(Records from a data collection)
****************
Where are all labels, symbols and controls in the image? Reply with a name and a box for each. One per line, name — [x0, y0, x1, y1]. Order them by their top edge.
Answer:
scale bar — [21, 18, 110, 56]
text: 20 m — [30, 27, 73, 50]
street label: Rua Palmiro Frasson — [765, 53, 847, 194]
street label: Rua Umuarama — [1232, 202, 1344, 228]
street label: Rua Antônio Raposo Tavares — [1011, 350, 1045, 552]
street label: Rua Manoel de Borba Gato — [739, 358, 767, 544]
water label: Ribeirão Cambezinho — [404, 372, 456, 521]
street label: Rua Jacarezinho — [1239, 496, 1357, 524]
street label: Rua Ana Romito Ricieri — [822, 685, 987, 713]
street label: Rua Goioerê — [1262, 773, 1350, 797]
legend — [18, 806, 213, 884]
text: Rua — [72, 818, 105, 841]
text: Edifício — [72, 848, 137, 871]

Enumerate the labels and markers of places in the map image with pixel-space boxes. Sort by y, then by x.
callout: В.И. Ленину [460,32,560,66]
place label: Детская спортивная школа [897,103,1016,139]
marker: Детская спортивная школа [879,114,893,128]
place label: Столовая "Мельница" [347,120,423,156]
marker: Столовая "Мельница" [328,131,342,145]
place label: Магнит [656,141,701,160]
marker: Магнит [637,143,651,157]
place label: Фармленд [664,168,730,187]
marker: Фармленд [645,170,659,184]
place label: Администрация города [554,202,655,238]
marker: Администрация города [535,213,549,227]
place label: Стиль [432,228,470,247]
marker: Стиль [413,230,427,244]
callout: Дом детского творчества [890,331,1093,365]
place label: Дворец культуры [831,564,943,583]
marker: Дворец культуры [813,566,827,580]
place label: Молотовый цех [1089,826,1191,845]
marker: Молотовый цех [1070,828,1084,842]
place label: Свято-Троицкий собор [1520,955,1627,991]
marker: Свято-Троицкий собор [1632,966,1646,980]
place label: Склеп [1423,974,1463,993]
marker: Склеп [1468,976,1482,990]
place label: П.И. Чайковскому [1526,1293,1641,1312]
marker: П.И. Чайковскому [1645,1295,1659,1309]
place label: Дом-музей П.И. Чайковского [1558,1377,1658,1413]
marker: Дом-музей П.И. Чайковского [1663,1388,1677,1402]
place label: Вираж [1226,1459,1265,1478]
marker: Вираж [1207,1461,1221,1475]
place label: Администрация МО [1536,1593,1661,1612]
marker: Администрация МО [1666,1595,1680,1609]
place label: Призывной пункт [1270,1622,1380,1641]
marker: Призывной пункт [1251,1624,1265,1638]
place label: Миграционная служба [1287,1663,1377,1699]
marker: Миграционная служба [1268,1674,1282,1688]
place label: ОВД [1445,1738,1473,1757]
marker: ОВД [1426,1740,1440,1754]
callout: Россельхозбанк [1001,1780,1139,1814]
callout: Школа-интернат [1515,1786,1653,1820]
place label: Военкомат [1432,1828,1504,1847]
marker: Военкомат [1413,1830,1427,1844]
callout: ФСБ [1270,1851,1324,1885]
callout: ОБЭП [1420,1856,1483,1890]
****************
* Try it *
Each line of the data that has the string "Молотовый" should be returned.

* Result of this exercise *
place label: Молотовый цех [1089,826,1191,845]
marker: Молотовый цех [1070,828,1084,842]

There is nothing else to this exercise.